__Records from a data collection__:
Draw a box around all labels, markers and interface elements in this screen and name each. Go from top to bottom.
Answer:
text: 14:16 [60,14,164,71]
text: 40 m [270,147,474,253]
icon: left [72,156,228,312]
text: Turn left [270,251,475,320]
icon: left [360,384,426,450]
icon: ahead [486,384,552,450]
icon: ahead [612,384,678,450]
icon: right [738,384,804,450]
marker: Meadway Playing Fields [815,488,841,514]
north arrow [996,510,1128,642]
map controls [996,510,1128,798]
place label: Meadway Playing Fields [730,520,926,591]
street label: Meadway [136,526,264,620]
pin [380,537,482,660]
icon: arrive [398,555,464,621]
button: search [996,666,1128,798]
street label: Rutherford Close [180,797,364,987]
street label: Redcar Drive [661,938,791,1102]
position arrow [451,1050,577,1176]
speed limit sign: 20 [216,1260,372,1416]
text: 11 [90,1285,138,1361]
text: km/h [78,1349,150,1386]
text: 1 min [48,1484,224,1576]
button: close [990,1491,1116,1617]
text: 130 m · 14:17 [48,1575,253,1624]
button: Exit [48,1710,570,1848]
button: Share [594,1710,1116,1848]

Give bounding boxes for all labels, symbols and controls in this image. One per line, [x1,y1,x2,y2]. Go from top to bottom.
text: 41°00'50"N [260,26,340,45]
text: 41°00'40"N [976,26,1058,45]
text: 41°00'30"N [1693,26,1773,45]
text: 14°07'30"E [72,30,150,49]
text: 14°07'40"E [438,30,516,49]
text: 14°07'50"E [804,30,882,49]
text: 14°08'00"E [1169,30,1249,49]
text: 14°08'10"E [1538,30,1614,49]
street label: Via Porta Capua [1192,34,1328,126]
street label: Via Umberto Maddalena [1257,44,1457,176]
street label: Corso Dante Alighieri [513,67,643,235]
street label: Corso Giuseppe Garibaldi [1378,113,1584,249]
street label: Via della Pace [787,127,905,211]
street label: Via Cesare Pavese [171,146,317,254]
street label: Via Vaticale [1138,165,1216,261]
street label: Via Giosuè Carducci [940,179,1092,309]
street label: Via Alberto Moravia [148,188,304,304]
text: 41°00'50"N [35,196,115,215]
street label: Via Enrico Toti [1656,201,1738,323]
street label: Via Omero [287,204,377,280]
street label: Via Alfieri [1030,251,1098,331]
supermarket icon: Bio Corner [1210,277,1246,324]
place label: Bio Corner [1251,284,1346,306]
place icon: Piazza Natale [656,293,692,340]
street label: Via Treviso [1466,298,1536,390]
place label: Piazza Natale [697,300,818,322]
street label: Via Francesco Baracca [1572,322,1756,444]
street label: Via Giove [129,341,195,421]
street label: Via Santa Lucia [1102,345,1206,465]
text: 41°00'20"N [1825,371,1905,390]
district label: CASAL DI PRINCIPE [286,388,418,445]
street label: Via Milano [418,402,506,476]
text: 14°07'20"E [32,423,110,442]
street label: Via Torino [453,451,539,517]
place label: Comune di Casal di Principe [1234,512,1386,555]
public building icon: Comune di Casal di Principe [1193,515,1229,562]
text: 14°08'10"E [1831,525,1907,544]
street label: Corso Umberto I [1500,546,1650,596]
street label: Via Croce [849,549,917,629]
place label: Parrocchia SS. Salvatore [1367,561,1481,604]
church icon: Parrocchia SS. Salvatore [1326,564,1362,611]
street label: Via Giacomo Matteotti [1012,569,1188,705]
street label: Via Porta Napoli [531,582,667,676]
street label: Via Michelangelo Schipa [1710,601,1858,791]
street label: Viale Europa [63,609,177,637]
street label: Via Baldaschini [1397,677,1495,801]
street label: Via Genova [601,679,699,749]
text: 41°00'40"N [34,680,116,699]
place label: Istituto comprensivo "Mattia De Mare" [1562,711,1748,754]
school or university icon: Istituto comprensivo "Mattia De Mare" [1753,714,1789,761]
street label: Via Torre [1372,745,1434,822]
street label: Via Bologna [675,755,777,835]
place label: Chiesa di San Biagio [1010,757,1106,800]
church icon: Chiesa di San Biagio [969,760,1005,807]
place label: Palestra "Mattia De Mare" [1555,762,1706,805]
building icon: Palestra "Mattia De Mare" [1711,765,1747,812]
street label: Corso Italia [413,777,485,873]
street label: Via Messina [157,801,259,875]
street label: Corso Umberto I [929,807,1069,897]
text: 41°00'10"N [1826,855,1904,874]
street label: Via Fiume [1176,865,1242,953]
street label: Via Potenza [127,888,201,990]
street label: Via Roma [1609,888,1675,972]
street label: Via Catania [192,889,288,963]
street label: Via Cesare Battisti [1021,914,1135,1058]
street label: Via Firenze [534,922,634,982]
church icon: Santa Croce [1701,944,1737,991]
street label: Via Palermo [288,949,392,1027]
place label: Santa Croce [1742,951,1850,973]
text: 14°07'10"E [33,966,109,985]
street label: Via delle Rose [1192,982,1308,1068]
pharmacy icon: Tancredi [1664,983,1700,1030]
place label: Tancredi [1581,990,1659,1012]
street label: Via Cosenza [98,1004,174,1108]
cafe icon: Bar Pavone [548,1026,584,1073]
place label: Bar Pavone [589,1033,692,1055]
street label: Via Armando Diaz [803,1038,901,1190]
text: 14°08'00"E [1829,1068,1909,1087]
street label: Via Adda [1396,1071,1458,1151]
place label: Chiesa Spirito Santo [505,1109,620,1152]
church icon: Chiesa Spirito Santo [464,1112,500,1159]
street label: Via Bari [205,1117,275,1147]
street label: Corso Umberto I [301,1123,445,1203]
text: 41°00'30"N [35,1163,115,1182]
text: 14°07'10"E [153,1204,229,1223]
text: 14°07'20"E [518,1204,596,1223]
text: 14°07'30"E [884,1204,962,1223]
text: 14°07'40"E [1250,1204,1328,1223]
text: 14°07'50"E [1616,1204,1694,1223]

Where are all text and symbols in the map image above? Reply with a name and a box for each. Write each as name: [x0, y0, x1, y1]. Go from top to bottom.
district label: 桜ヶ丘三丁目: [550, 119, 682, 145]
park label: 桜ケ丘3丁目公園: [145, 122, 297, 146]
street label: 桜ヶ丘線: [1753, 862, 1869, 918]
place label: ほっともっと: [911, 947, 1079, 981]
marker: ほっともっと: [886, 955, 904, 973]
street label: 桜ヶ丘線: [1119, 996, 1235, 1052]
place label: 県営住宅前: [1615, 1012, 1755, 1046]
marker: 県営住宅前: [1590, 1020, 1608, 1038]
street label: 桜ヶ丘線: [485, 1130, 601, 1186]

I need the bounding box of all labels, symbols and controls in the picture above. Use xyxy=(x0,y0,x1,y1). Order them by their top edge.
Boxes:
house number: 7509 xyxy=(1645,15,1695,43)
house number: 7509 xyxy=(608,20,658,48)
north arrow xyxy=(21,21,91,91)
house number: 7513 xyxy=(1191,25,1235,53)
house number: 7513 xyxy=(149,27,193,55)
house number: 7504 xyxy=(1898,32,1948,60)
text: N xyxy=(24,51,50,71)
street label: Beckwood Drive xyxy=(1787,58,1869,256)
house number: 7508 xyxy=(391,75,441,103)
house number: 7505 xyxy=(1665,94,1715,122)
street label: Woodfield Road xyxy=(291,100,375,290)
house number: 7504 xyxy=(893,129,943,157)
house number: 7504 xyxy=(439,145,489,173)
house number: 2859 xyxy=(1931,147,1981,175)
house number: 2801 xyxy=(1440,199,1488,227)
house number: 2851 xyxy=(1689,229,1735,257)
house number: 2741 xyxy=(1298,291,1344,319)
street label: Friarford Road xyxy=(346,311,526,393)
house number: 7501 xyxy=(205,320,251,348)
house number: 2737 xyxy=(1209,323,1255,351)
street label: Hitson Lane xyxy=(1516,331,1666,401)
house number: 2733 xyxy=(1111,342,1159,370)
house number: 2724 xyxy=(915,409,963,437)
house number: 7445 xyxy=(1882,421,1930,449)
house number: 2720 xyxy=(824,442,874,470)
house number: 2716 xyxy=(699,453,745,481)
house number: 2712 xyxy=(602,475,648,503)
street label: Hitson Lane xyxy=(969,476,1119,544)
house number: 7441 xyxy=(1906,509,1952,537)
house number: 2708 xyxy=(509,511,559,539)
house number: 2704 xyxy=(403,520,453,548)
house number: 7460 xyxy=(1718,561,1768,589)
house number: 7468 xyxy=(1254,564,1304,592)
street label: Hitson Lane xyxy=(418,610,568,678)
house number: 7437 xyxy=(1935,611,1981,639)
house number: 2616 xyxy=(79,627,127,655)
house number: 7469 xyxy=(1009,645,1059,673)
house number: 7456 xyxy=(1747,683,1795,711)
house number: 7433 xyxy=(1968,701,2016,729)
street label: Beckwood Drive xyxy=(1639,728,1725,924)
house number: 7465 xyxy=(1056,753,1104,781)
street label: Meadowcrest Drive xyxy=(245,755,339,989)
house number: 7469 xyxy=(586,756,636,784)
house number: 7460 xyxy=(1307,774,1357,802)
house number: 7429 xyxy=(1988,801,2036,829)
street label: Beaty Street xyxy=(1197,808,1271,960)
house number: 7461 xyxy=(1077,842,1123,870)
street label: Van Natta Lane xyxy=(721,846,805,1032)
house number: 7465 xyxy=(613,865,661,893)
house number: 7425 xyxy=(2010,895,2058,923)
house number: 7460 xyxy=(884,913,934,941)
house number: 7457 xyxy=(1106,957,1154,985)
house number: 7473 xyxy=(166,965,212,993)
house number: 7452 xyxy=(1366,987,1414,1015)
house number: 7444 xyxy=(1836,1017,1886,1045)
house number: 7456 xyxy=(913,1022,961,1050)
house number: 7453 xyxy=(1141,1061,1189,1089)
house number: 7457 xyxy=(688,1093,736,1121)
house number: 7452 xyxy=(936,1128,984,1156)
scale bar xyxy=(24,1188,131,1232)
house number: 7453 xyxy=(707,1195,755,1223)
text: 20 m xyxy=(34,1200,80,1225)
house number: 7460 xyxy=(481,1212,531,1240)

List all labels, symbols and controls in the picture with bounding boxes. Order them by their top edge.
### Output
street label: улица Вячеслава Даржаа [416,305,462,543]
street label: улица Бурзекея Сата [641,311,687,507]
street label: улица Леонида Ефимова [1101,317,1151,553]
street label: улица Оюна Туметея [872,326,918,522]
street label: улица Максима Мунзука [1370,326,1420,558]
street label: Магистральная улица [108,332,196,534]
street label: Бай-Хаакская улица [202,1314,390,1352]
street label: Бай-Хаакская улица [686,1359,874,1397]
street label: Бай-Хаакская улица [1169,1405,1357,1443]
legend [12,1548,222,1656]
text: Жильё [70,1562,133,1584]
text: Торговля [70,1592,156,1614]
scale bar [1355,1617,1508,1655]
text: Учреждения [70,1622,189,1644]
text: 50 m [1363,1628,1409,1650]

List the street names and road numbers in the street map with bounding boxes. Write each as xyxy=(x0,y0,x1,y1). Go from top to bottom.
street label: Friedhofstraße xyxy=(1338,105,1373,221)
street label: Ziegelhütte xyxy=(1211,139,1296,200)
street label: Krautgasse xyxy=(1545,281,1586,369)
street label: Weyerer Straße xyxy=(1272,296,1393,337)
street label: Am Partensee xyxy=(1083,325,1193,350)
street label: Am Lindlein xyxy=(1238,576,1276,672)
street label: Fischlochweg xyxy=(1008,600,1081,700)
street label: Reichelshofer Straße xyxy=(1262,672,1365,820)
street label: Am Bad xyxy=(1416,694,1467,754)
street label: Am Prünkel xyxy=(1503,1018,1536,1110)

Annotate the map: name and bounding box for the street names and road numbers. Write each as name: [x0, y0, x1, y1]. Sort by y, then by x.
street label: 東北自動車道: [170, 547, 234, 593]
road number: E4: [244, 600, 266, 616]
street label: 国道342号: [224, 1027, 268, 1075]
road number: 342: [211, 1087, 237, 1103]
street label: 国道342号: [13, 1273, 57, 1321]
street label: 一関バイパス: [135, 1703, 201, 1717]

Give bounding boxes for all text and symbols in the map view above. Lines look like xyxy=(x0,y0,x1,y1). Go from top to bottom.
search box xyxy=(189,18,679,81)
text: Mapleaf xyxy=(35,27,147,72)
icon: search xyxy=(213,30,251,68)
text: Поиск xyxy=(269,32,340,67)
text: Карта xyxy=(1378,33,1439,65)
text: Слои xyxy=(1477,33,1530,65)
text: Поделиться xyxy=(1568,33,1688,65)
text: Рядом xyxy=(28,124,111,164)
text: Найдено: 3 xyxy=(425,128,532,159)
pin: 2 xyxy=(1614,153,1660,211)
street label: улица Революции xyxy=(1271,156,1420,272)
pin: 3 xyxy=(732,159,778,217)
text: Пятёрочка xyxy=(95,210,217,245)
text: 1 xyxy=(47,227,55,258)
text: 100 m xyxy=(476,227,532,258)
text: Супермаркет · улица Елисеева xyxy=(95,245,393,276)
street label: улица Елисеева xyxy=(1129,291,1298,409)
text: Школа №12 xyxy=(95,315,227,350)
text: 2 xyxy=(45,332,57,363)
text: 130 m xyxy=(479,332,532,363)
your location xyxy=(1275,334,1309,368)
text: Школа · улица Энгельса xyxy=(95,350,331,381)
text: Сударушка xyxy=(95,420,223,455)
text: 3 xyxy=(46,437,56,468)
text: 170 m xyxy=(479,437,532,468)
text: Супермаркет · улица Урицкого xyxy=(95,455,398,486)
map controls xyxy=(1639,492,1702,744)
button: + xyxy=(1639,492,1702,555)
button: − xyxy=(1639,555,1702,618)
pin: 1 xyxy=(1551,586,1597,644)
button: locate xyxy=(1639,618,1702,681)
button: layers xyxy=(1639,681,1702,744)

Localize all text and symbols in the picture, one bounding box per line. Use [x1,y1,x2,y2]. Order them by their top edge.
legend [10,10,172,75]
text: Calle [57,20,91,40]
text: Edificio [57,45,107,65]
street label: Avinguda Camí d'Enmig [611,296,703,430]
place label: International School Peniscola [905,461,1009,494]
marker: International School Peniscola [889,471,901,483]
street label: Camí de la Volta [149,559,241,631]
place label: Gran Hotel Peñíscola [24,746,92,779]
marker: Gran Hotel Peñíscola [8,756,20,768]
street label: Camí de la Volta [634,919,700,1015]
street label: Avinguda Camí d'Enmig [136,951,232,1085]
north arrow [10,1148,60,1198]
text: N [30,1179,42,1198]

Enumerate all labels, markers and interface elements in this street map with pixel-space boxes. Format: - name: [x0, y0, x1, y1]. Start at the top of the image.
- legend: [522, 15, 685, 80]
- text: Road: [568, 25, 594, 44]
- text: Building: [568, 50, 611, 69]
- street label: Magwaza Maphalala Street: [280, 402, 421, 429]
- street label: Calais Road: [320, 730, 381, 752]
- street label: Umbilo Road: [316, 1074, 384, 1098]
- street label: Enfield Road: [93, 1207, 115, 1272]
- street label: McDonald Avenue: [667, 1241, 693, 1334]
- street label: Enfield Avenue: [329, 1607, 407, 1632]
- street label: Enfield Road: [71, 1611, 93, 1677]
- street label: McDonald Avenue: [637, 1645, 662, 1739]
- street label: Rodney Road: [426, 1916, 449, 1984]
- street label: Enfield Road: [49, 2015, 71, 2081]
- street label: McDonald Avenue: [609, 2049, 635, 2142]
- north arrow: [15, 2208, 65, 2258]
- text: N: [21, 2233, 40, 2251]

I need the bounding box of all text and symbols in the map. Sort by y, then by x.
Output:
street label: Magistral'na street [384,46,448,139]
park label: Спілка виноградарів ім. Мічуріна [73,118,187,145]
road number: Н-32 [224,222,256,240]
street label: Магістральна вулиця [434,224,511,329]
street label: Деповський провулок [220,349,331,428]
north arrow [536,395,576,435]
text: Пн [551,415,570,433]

__HOW TO COMPLETE THIS TASK__: Your answer must consist only of the lines from the one with "I need the bounding box of all text" through the final line of the entries, each retyped exactly.

__COMPLETED TASK__:
I need the bounding box of all text and symbols in the map. Sort by y, then by x.
Output:
street label: Magistral'na street [384,46,448,139]
park label: Спілка виноградарів ім. Мічуріна [73,118,187,145]
road number: Н-32 [224,222,256,240]
street label: Магістральна вулиця [434,224,511,329]
street label: Деповський провулок [220,349,331,428]
north arrow [536,395,576,435]
text: Пн [551,415,570,433]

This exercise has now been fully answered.